WHAT THE TASK REQUIRES
Please return all lines from the records below that include the string "place".

─── INPUT DATA ───

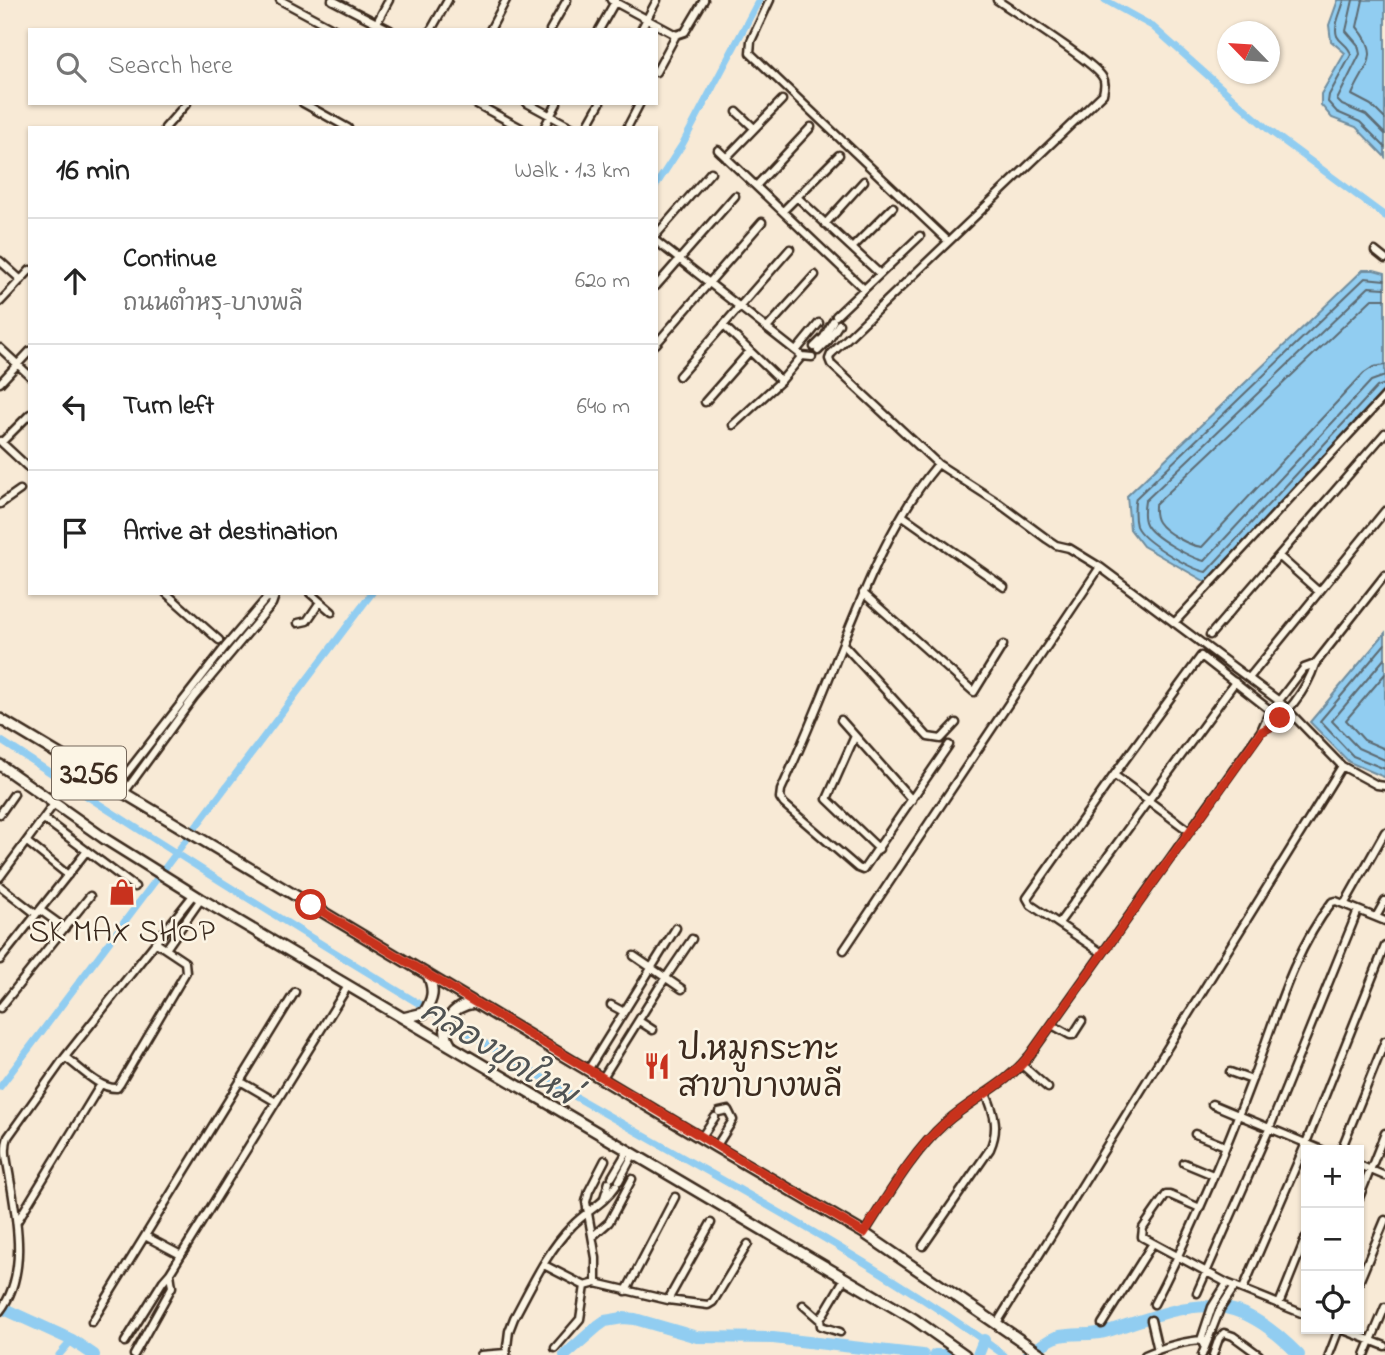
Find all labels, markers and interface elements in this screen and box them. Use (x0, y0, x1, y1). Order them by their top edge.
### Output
north arrow (1217, 21, 1280, 84)
search box (28, 28, 658, 105)
icon: search (52, 48, 90, 86)
text: Search here (108, 48, 233, 86)
text: 16 min (56, 150, 130, 194)
text: Walk · 1.3 km (514, 155, 630, 188)
text: Continue (123, 241, 216, 279)
icon: ahead (56, 262, 94, 300)
text: 620 m (575, 265, 630, 298)
text: ถนนตำหรุ-บางพลี (123, 288, 303, 321)
icon: left (56, 388, 94, 426)
text: Turn left (123, 388, 214, 426)
text: 640 m (577, 391, 630, 424)
icon: arrive (56, 514, 94, 552)
text: Arrive at destination (123, 514, 338, 552)
route end (1264, 702, 1295, 733)
road number: 3256 (52, 746, 126, 800)
shop icon: SK MAX SHOP (107, 877, 137, 907)
route start (295, 889, 326, 920)
place label: SK MAX SHOP (29, 910, 216, 957)
water label: คลองขุดใหม่ (411, 988, 591, 1123)
place label: ป.หมูกระทะ สาขาบางพลี (678, 1028, 842, 1112)
restaurant icon: ป.หมูกระทะ สาขาบางพลี (642, 1051, 672, 1081)
map controls (1301, 1145, 1364, 1334)
button: + (1301, 1145, 1364, 1208)
button: − (1301, 1208, 1364, 1271)
button: locate (1301, 1271, 1364, 1334)

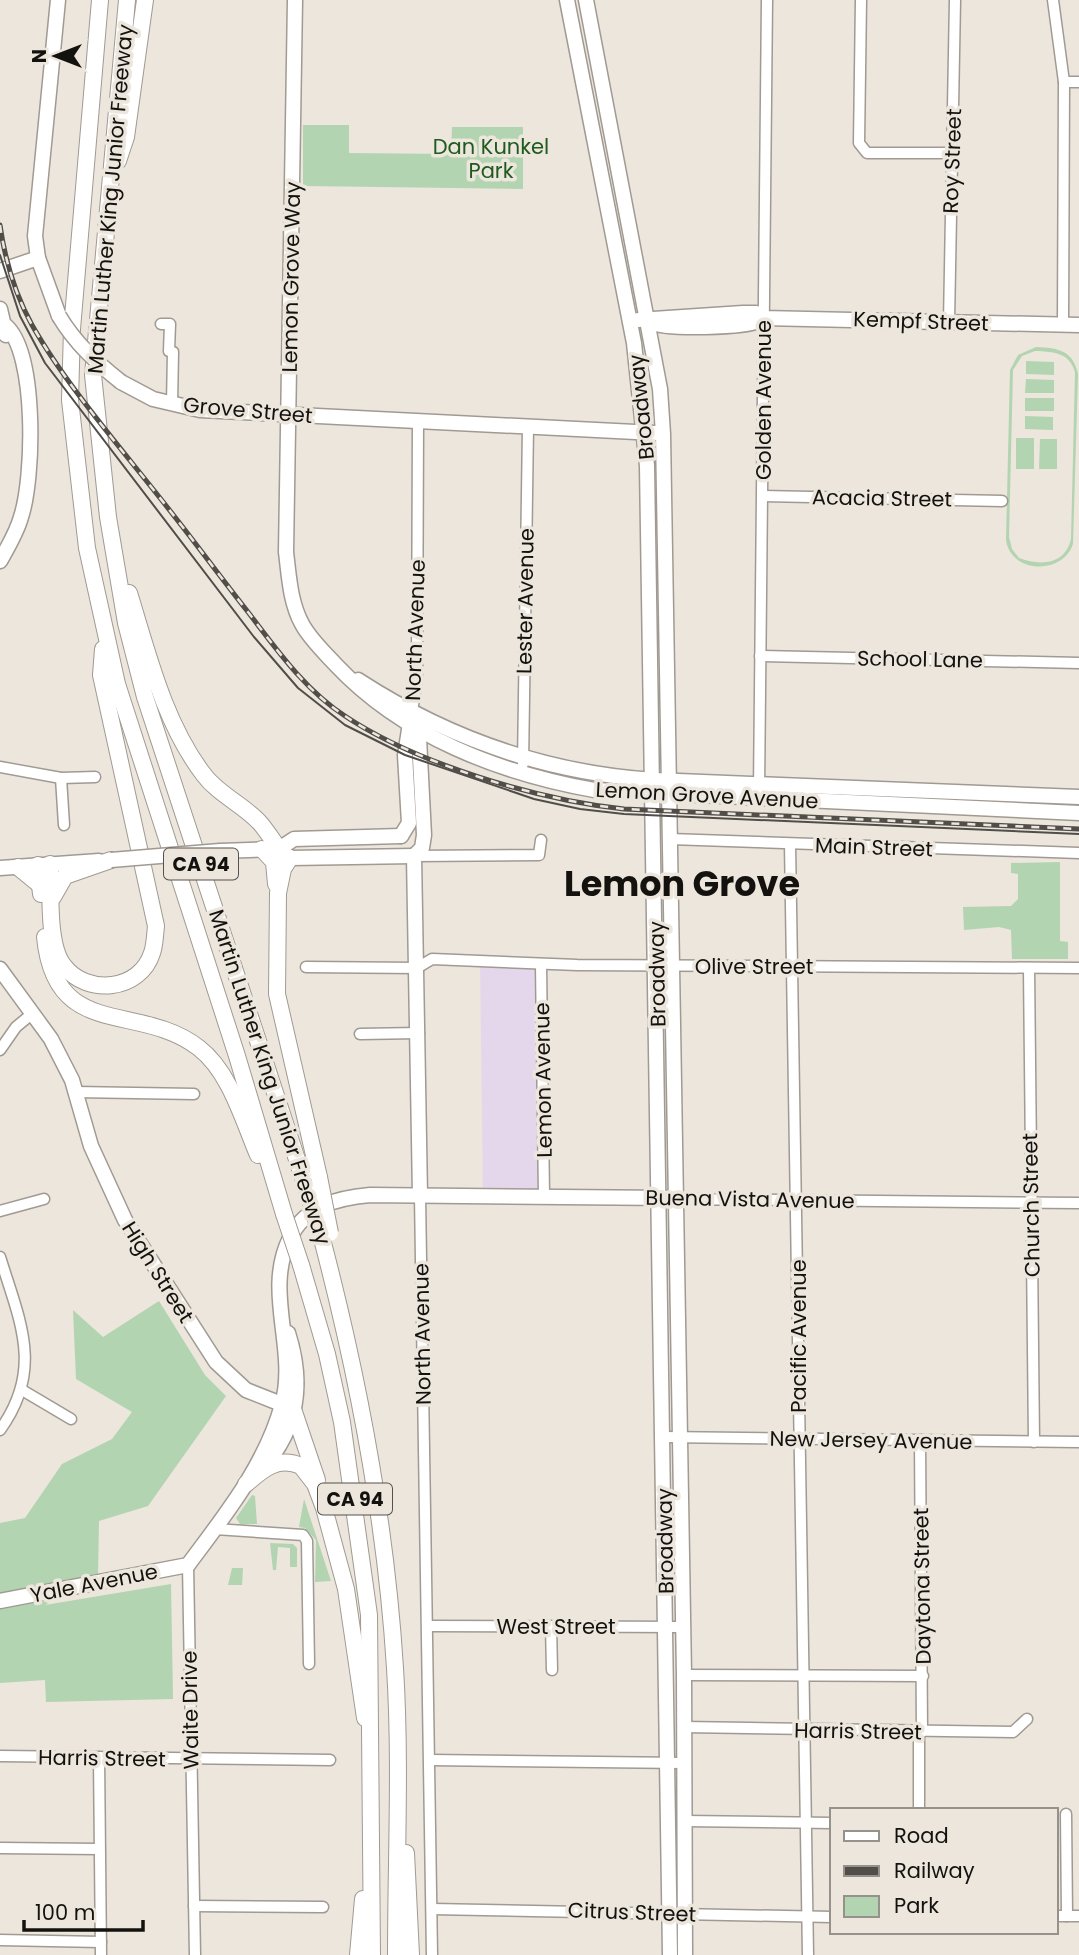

───

WRITTEN REPLY
place label: SK MAX SHOP (29, 910, 216, 957)
place label: ป.หมูกระทะ สาขาบางพลี (678, 1028, 842, 1112)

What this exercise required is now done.